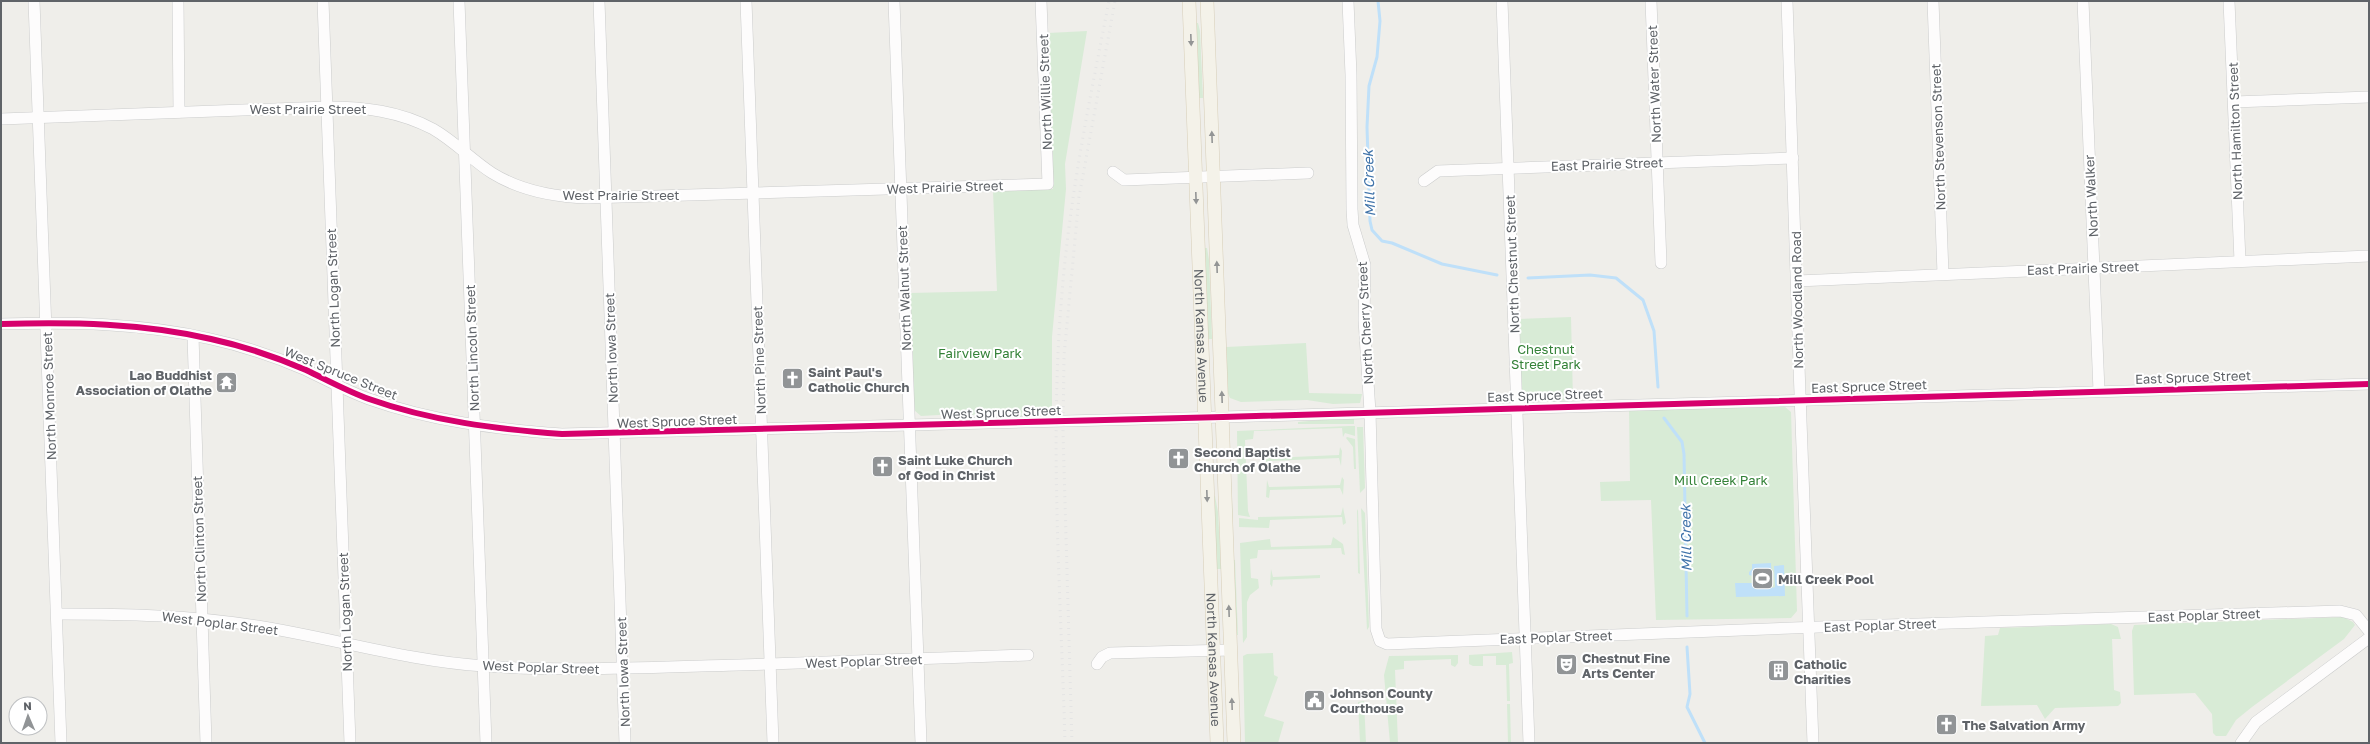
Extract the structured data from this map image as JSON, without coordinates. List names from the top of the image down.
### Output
{
  "streets": {
    "main road": ["North Kansas Avenue"],
    "street": [
      "North Water Street",
      "North Willie Street",
      "West Prairie Street",
      "North Hamilton Street",
      "North Stevenson Street",
      "East Prairie Street",
      "North Walker",
      "North Chestnut Street",
      "North Logan Street",
      "North Walnut Street",
      "North Woodland Road",
      "North Cherry Street",
      "North Lincoln Street",
      "North Iowa Street",
      "North Pine Street",
      "West Spruce Street",
      "East Spruce Street",
      "North Monroe Street",
      "North Clinton Street",
      "East Poplar Street",
      "West Poplar Street"
    ]
  },
  "crossings": [
    ["North Water Street", "East Prairie Street"],
    ["North Willie Street", "West Prairie Street"],
    ["West Prairie Street", "North Logan Street"],
    ["West Prairie Street", "North Walnut Street"],
    ["West Prairie Street", "North Lincoln Street"],
    ["West Prairie Street", "North Iowa Street"],
    ["West Prairie Street", "North Pine Street"],
    ["West Prairie Street", "North Monroe Street"],
    ["North Hamilton Street", "East Prairie Street"],
    ["North Stevenson Street", "East Prairie Street"],
    ["East Prairie Street", "North Walker"],
    ["East Prairie Street", "North Chestnut Street"],
    ["East Prairie Street", "North Woodland Road"],
    ["North Walker", "East Spruce Street"],
    ["North Chestnut Street", "East Spruce Street"],
    ["North Chestnut Street", "East Poplar Street"],
    ["North Logan Street", "West Spruce Street"],
    ["North Logan Street", "West Poplar Street"],
    ["North Walnut Street", "West Spruce Street"],
    ["North Walnut Street", "West Poplar Street"],
    ["North Woodland Road", "East Spruce Street"],
    ["North Woodland Road", "East Poplar Street"],
    ["North Cherry Street", "West Spruce Street"],
    ["North Cherry Street", "East Spruce Street"],
    ["North Cherry Street", "East Poplar Street"],
    ["North Kansas Avenue", "West Spruce Street"],
    ["North Lincoln Street", "West Spruce Street"],
    ["North Lincoln Street", "West Poplar Street"],
    ["North Iowa Street", "West Spruce Street"],
    ["North Iowa Street", "West Poplar Street"],
    ["North Pine Street", "West Spruce Street"],
    ["North Pine Street", "West Poplar Street"],
    ["West Spruce Street", "East Spruce Street"],
    ["West Spruce Street", "North Monroe Street"],
    ["West Spruce Street", "North Clinton Street"],
    ["North Monroe Street", "West Poplar Street"],
    ["North Clinton Street", "West Poplar Street"]
  ],
  "water": ["Mill Creek"],
  "parks": ["Chestnut Street Park", "Fairview Park", "Mill Creek Park"],
  "places": {
    "church": [
      "Saint Paul's Catholic Church",
      "Second Baptist Church of Olathe",
      "Saint Luke Church of God in Christ",
      "The Salvation Army"
    ],
    "temple": ["Lao Buddhist Association of Olathe"],
    "sports": ["Mill Creek Pool"],
    "theatre": ["Chestnut Fine Arts Center"],
    "building": ["Catholic Charities"],
    "public building": ["Johnson County Courthouse"]
  },
  "north": "top"
}
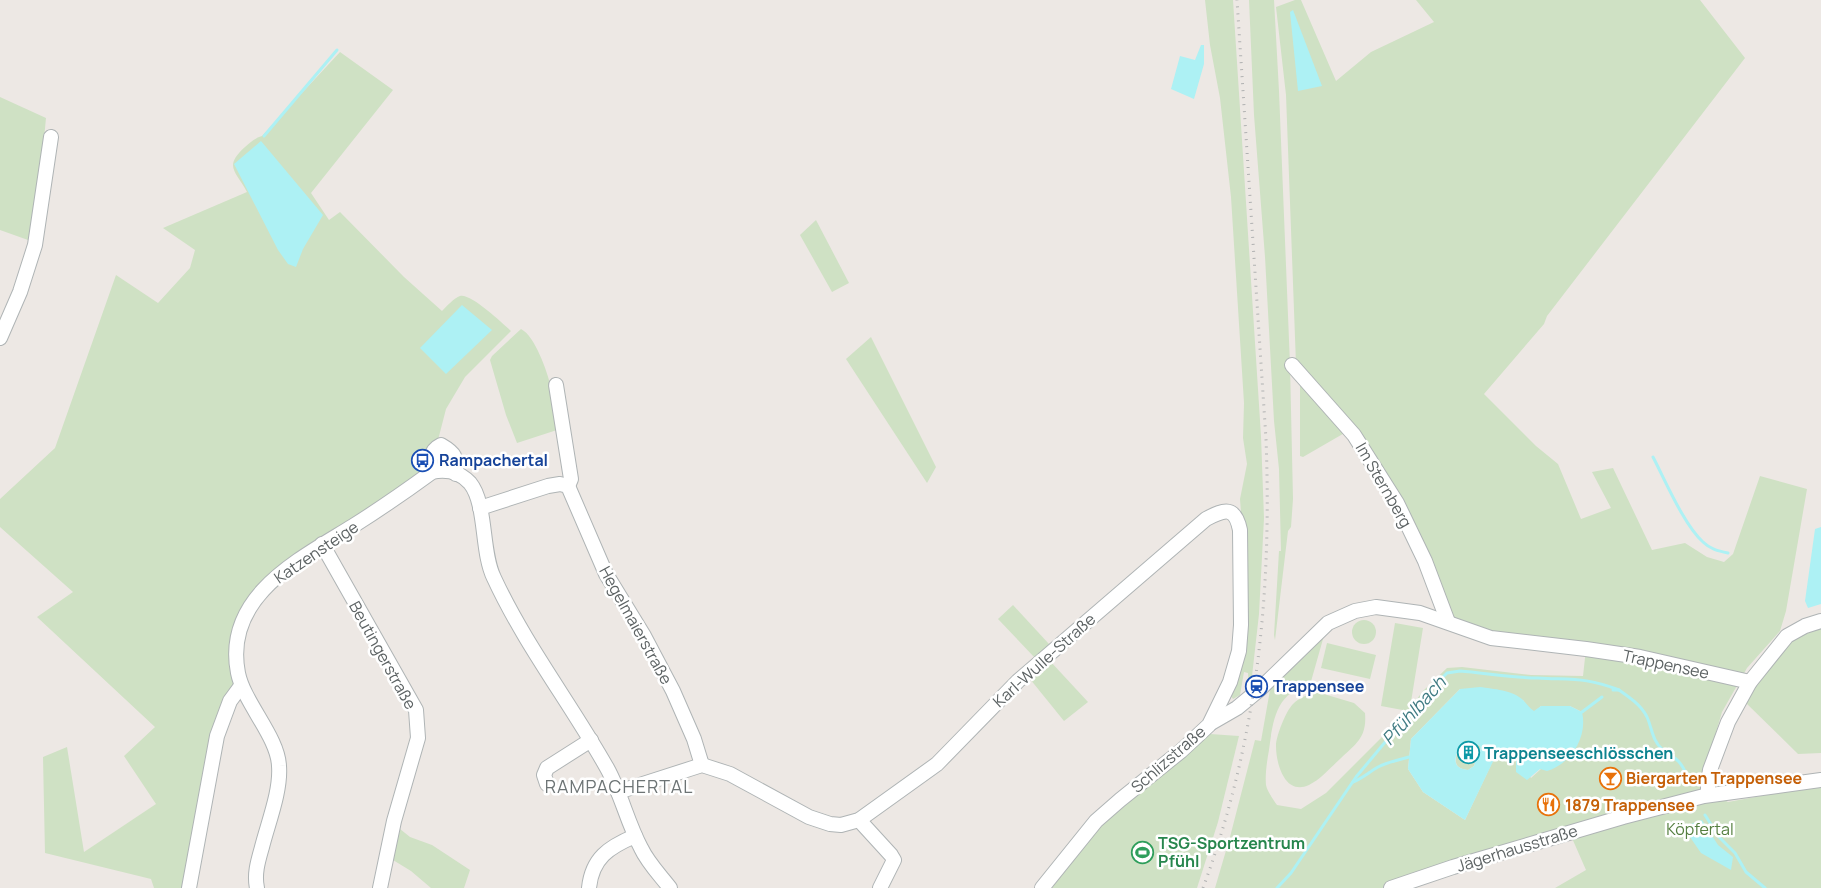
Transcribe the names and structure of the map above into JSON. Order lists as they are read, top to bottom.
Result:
{
  "streets": {
    "street": [
      "Im Sternberg",
      "Katzensteige",
      "Hegelmaierstraße",
      "Beutingerstraße",
      "Karl-Wulle-Straße",
      "Trappensee",
      "Schlizstraße",
      "Jägerhausstraße"
    ]
  },
  "crossings": [
    ["Im Sternberg", "Trappensee"],
    ["Katzensteige", "Beutingerstraße"],
    ["Hegelmaierstraße", "Karl-Wulle-Straße"],
    ["Karl-Wulle-Straße", "Schlizstraße"],
    ["Trappensee", "Schlizstraße"]
  ],
  "districts": ["RAMPACHERTAL"],
  "water": ["Pfühlbach"],
  "parks": ["Köpfertal"],
  "places": {
    "bus stop": ["Rampachertal"],
    "station": ["Trappensee"],
    "building": ["Trappenseeschlösschen"],
    "bar": ["Biergarten Trappensee"],
    "restaurant": ["1879 Trappensee"],
    "sports": ["TSG-Sportzentrum Pfühl"]
  }
}
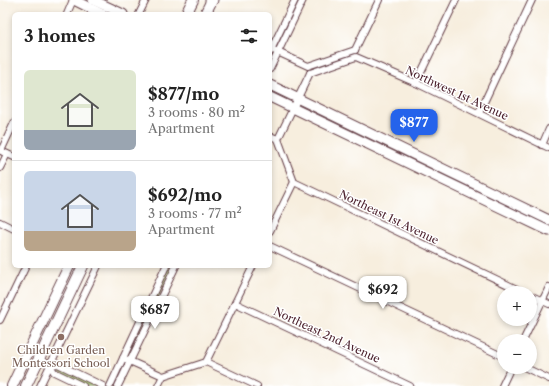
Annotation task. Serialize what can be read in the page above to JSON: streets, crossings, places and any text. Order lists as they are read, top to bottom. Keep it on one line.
{"streets":{"street":["Northwest 1st Avenue","Northeast 1st Avenue","Northeast 2nd Avenue"]},"places":["Children Garden Montessori School"],"page":{"heading":"3 homes","list":[{"name":"$877/mo","note":"3 rooms · 80 m² · Apartment"},{"name":"$692/mo","note":"3 rooms · 77 m² · Apartment"}],"price":["$877","$692","$687"],"map_buttons":["+","−"]}}
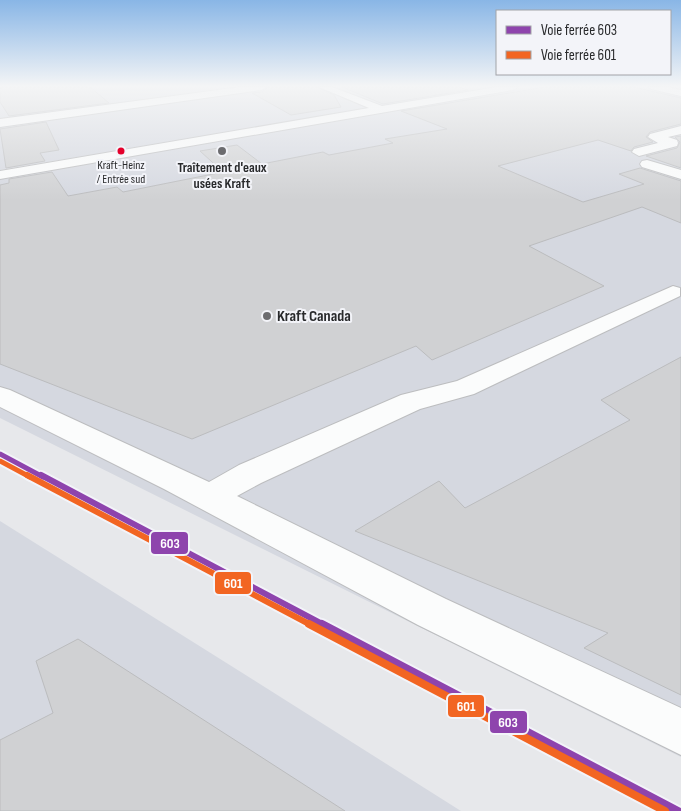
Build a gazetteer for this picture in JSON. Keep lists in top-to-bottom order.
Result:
{
  "places": ["Kraft-Heinz / Entrée sud", "Traîtement d'eaux usées Kraft", "Kraft Canada"],
  "lines": ["rail line 603", "rail line 601"],
  "legend": ["Voie ferrée 603", "Voie ferrée 601"]
}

::::

Read through the listing and copy each line in which the word "bottom" occurs.

# RESULT
Transcribe the names and structure of the map above into JSON. Order lists as they are read, top to bottom.
Annotation task. Serialize what can be read in the page above to JSON: streets, crossings, places and any text. Order lists as they are read, top to bottom. Keep it on one line.
Build a gazetteer for this picture in JSON. Keep lists in top-to-bottom order.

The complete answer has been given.